=== Begin Enclosure ===

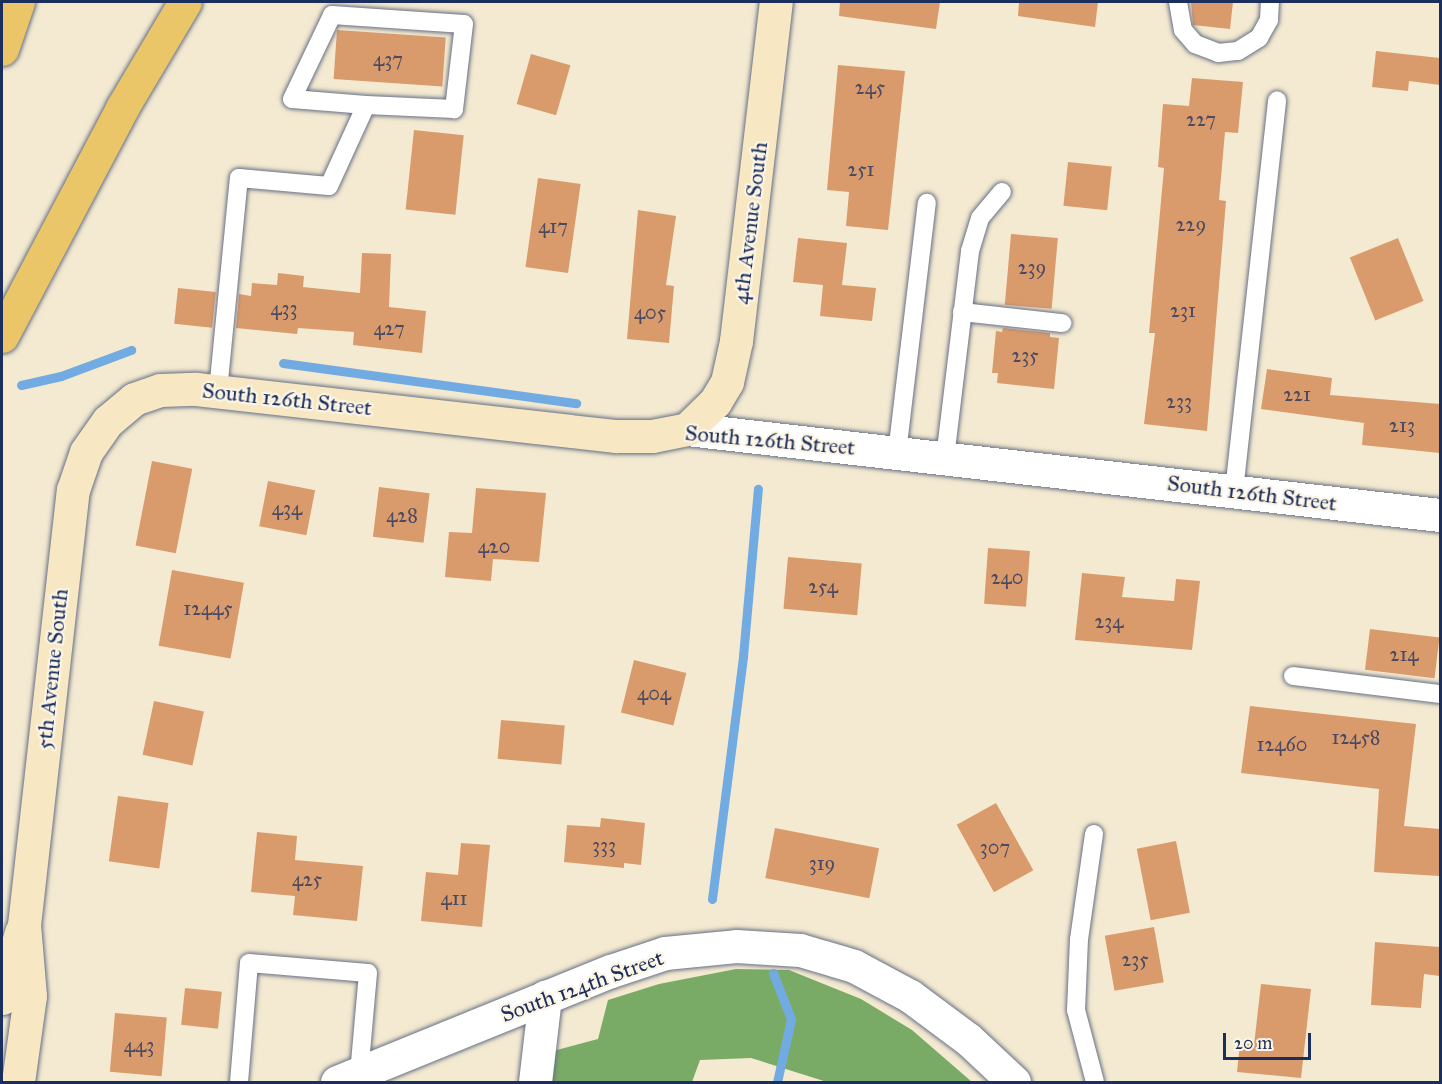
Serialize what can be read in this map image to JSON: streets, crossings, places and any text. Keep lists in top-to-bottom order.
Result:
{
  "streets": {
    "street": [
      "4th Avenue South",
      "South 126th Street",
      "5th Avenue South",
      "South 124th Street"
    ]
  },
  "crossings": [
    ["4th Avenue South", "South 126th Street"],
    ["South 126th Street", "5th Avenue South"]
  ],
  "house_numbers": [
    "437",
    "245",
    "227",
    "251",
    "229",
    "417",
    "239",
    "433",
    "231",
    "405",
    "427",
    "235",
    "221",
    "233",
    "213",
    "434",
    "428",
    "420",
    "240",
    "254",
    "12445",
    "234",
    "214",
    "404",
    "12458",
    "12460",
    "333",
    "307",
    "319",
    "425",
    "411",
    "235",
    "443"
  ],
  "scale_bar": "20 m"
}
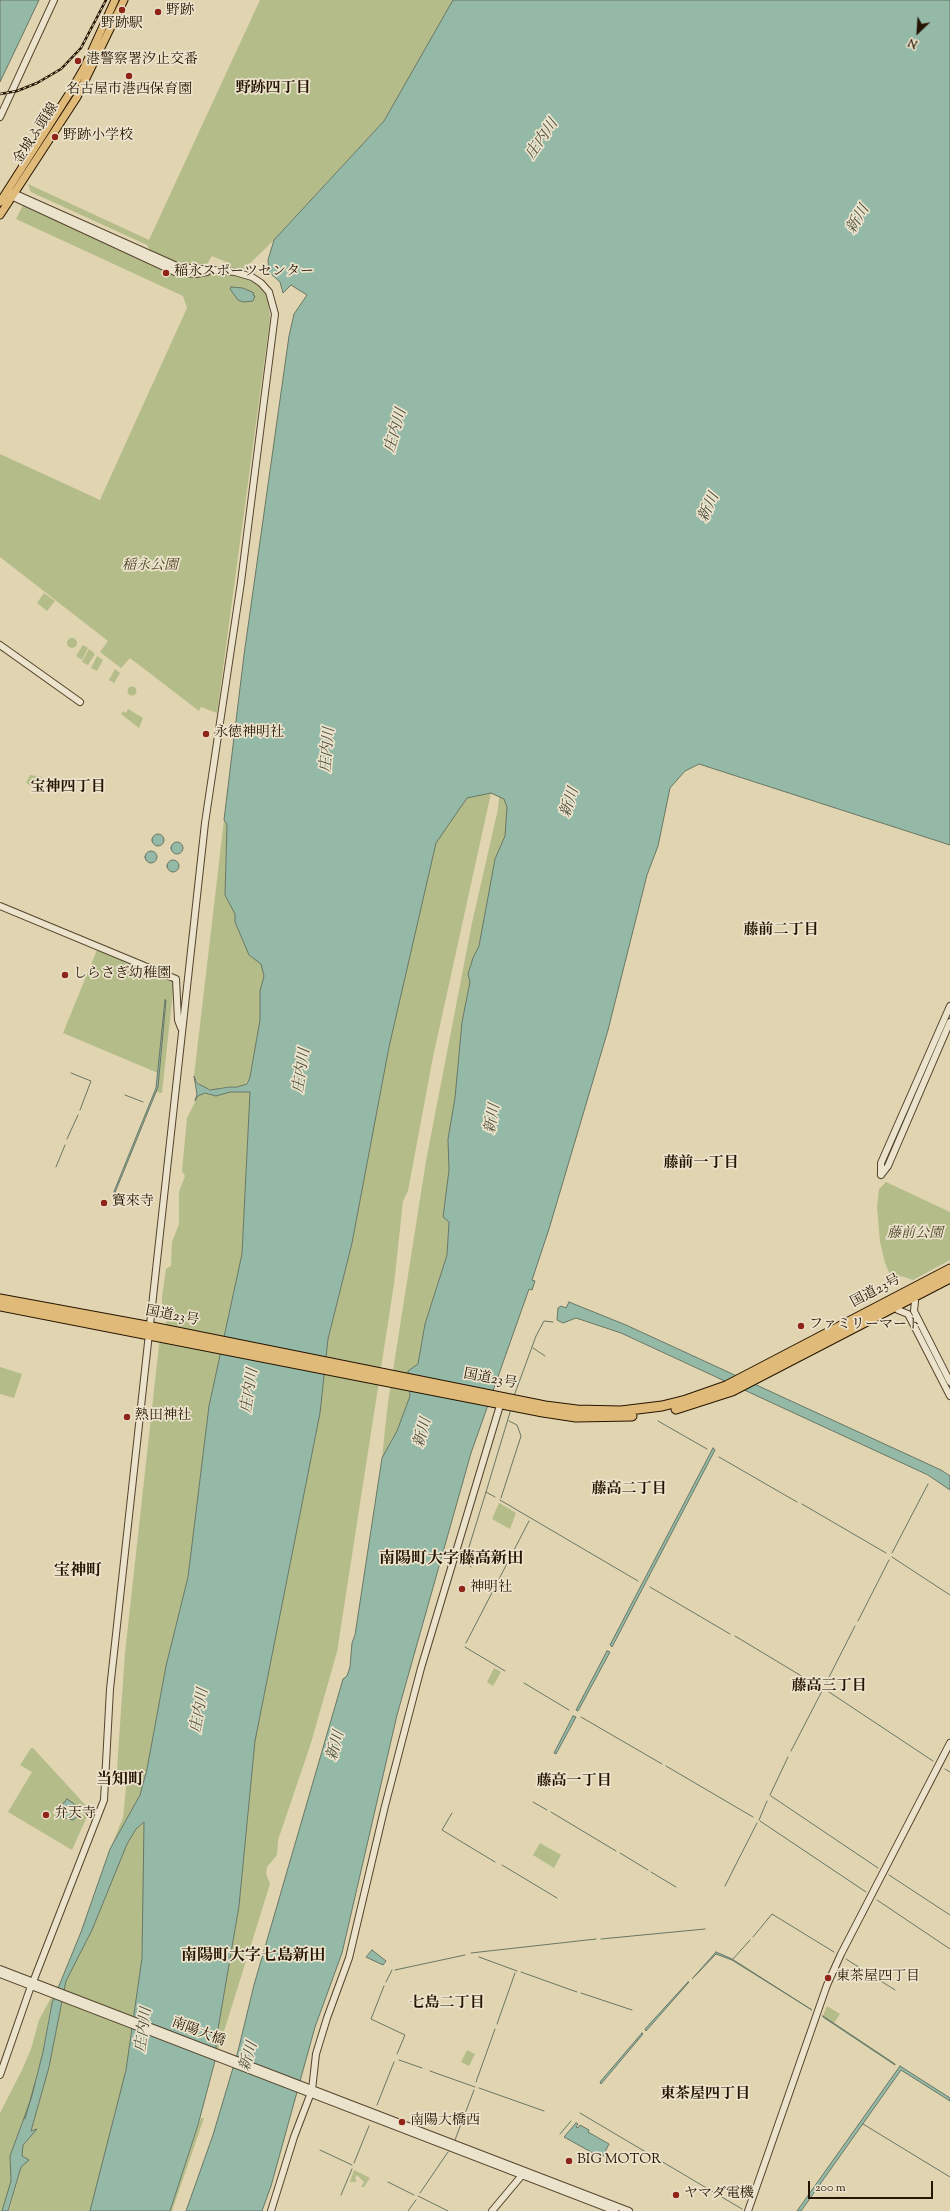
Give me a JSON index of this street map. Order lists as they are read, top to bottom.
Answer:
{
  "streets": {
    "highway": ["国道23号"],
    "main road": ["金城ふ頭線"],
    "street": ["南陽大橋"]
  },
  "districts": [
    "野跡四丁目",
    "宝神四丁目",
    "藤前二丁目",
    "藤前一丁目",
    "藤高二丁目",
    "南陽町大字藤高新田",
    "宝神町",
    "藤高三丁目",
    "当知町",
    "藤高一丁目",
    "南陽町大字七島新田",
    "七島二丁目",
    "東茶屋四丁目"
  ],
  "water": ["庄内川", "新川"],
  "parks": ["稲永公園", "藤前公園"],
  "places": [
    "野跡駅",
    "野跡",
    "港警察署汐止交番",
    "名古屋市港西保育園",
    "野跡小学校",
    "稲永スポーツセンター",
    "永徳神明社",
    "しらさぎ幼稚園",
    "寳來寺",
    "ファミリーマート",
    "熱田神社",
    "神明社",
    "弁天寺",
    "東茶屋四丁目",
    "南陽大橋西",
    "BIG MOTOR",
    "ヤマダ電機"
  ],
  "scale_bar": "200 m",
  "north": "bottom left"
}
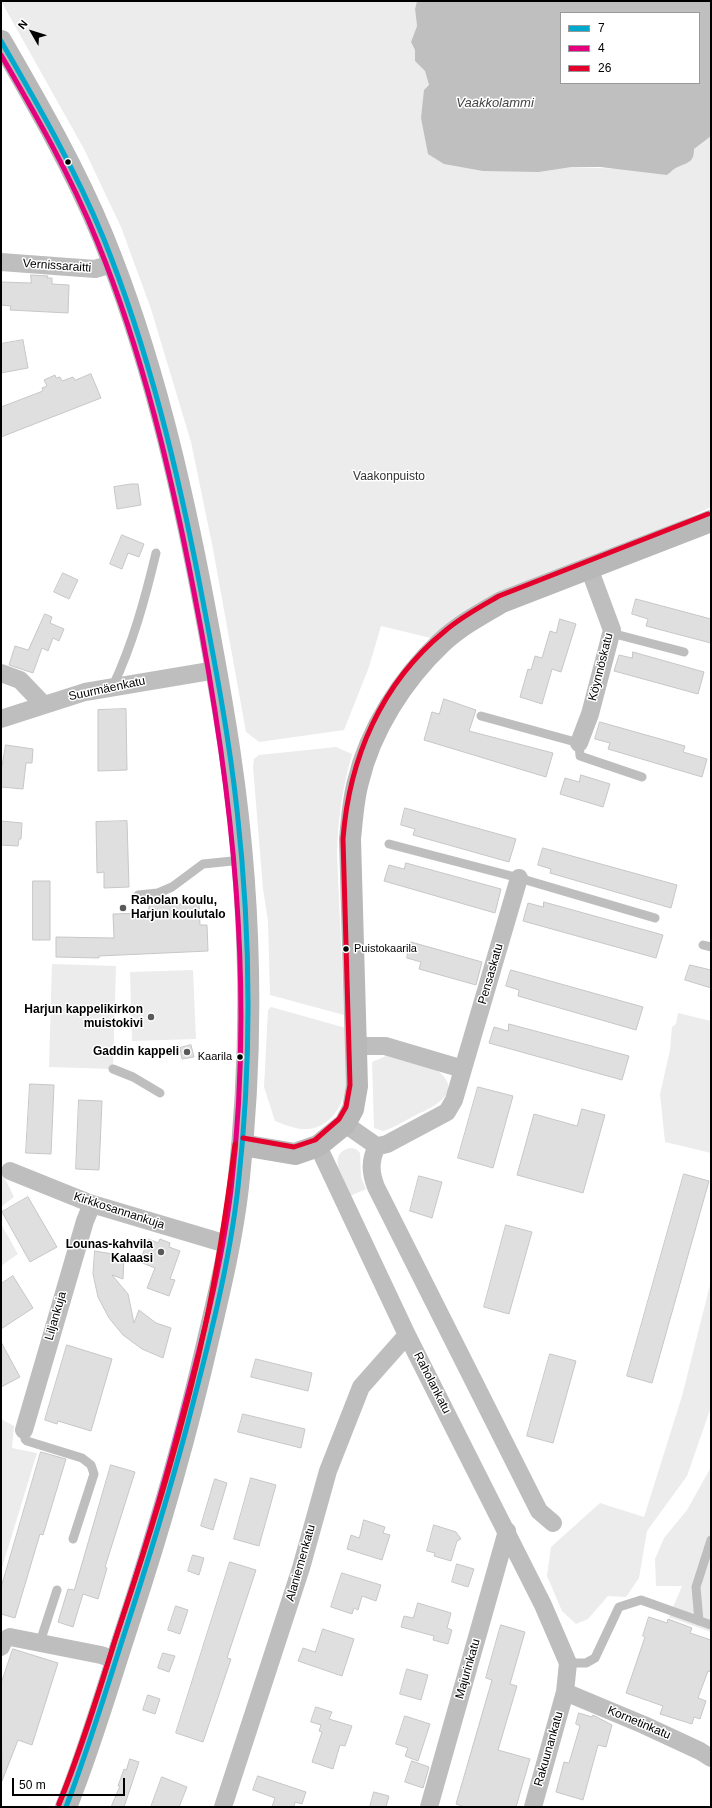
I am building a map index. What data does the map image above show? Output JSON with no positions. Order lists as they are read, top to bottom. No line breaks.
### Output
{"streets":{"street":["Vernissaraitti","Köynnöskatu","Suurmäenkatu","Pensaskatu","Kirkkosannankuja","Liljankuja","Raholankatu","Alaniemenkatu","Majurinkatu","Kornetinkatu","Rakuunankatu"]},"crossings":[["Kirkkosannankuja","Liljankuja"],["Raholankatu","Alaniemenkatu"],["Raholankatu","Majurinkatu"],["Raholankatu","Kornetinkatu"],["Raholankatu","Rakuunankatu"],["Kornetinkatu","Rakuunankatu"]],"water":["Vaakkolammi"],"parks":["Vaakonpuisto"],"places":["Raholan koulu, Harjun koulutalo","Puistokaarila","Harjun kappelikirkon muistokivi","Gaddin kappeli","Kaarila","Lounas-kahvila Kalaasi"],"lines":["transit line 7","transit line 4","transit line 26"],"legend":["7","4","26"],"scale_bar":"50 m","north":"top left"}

=== End Enclosure ===

(What you will do) Transcribe all of the entries word for word, but skip any pictures they contain.

(Solution to this exercise)
Serialize what can be read in this map image to JSON: streets, crossings, places and any text. Keep lists in top-to-bottom order.
Result:
{
  "streets": {
    "street": [
      "4th Avenue South",
      "South 126th Street",
      "5th Avenue South",
      "South 124th Street"
    ]
  },
  "crossings": [
    ["4th Avenue South", "South 126th Street"],
    ["South 126th Street", "5th Avenue South"]
  ],
  "house_numbers": [
    "437",
    "245",
    "227",
    "251",
    "229",
    "417",
    "239",
    "433",
    "231",
    "405",
    "427",
    "235",
    "221",
    "233",
    "213",
    "434",
    "428",
    "420",
    "240",
    "254",
    "12445",
    "234",
    "214",
    "404",
    "12458",
    "12460",
    "333",
    "307",
    "319",
    "425",
    "411",
    "235",
    "443"
  ],
  "scale_bar": "20 m"
}
Give me a JSON index of this street map. Order lists as they are read, top to bottom.
Answer:
{
  "streets": {
    "highway": ["国道23号"],
    "main road": ["金城ふ頭線"],
    "street": ["南陽大橋"]
  },
  "districts": [
    "野跡四丁目",
    "宝神四丁目",
    "藤前二丁目",
    "藤前一丁目",
    "藤高二丁目",
    "南陽町大字藤高新田",
    "宝神町",
    "藤高三丁目",
    "当知町",
    "藤高一丁目",
    "南陽町大字七島新田",
    "七島二丁目",
    "東茶屋四丁目"
  ],
  "water": ["庄内川", "新川"],
  "parks": ["稲永公園", "藤前公園"],
  "places": [
    "野跡駅",
    "野跡",
    "港警察署汐止交番",
    "名古屋市港西保育園",
    "野跡小学校",
    "稲永スポーツセンター",
    "永徳神明社",
    "しらさぎ幼稚園",
    "寳來寺",
    "ファミリーマート",
    "熱田神社",
    "神明社",
    "弁天寺",
    "東茶屋四丁目",
    "南陽大橋西",
    "BIG MOTOR",
    "ヤマダ電機"
  ],
  "scale_bar": "200 m",
  "north": "bottom left"
}
I am building a map index. What data does the map image above show? Output JSON with no positions. Order lists as they are read, top to bottom. No line breaks.
### Output
{"streets":{"street":["Vernissaraitti","Köynnöskatu","Suurmäenkatu","Pensaskatu","Kirkkosannankuja","Liljankuja","Raholankatu","Alaniemenkatu","Majurinkatu","Kornetinkatu","Rakuunankatu"]},"crossings":[["Kirkkosannankuja","Liljankuja"],["Raholankatu","Alaniemenkatu"],["Raholankatu","Majurinkatu"],["Raholankatu","Kornetinkatu"],["Raholankatu","Rakuunankatu"],["Kornetinkatu","Rakuunankatu"]],"water":["Vaakkolammi"],"parks":["Vaakonpuisto"],"places":["Raholan koulu, Harjun koulutalo","Puistokaarila","Harjun kappelikirkon muistokivi","Gaddin kappeli","Kaarila","Lounas-kahvila Kalaasi"],"lines":["transit line 7","transit line 4","transit line 26"],"legend":["7","4","26"],"scale_bar":"50 m","north":"top left"}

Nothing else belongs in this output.